AltaLink Executive Training (2017)
Delivered 4 half day sessions to leaders about Indigenous peoples (past and present), youth engagement, policy development, the United Nations Declaration on the Rights of Indigenous Peoples, and facilitated applied learning projects.
Indigenous Relations, Government of Alberta (2017)
Facilitated discussion sessions with Indigenous scholars about Indigenous awareness training (IAT). Provided Indigenous Relations with an IAT framework for learning and a summary report.
ICD Forum on Understanding Aboriginal Governance (2018)
Training on Indigenous governance, past to present, and wise practices.
Ministry of Education, Government of Alberta (2019)

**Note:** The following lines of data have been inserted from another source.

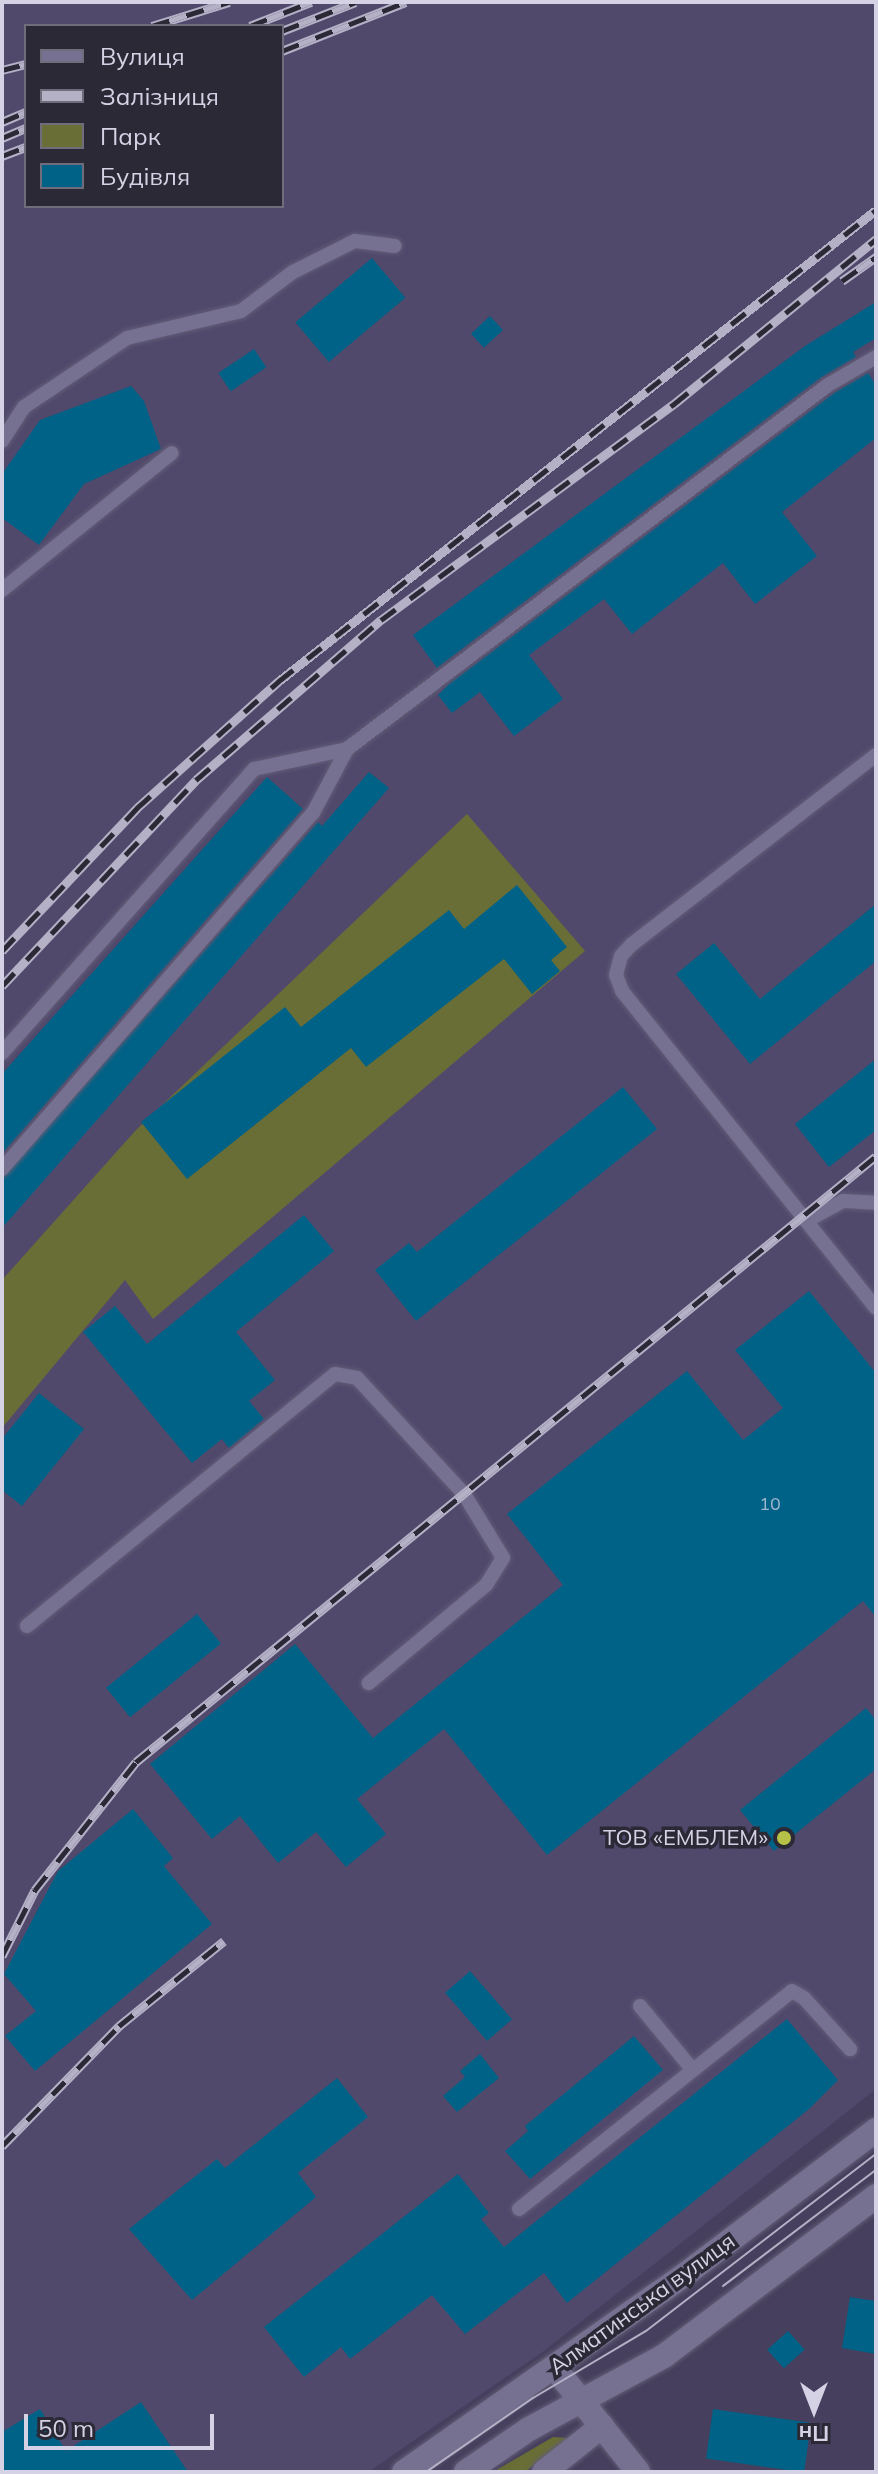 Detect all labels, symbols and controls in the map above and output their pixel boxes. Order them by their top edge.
legend [24,24,284,208]
text: Вулиця [100,41,185,71]
text: Залізниця [100,81,219,111]
text: Парк [100,121,161,151]
text: Будівля [100,161,190,191]
house number: 10 [759,1493,781,1515]
place label: ТОВ «ЕМБЛЕМ» [603,1825,768,1851]
marker: ТОВ «ЕМБЛЕМ» [775,1829,793,1847]
street label: Алматинська вулиця [544,2228,740,2380]
north arrow [774,2370,854,2450]
scale bar [28,2398,218,2448]
text: 50 m [38,2413,94,2443]
text: Пн [799,2420,829,2448]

Faculty of Native Studies professors Shalene Jobin, James Dempsey, Frank Tough, and Matthew Wildcat delivered 3 half day sessions about academic perspectives on treaties. Presentations covered the following topics: a primer on Indigenous peoples in Alberta, a history of numbered treaties in Canada, the settler period, social, political and economic implications, a contemporary example (the Maskwacîs Education Schools Commission), and the meaning of these treaties (with a particular emphasis on Treaty 6, 7 and 8).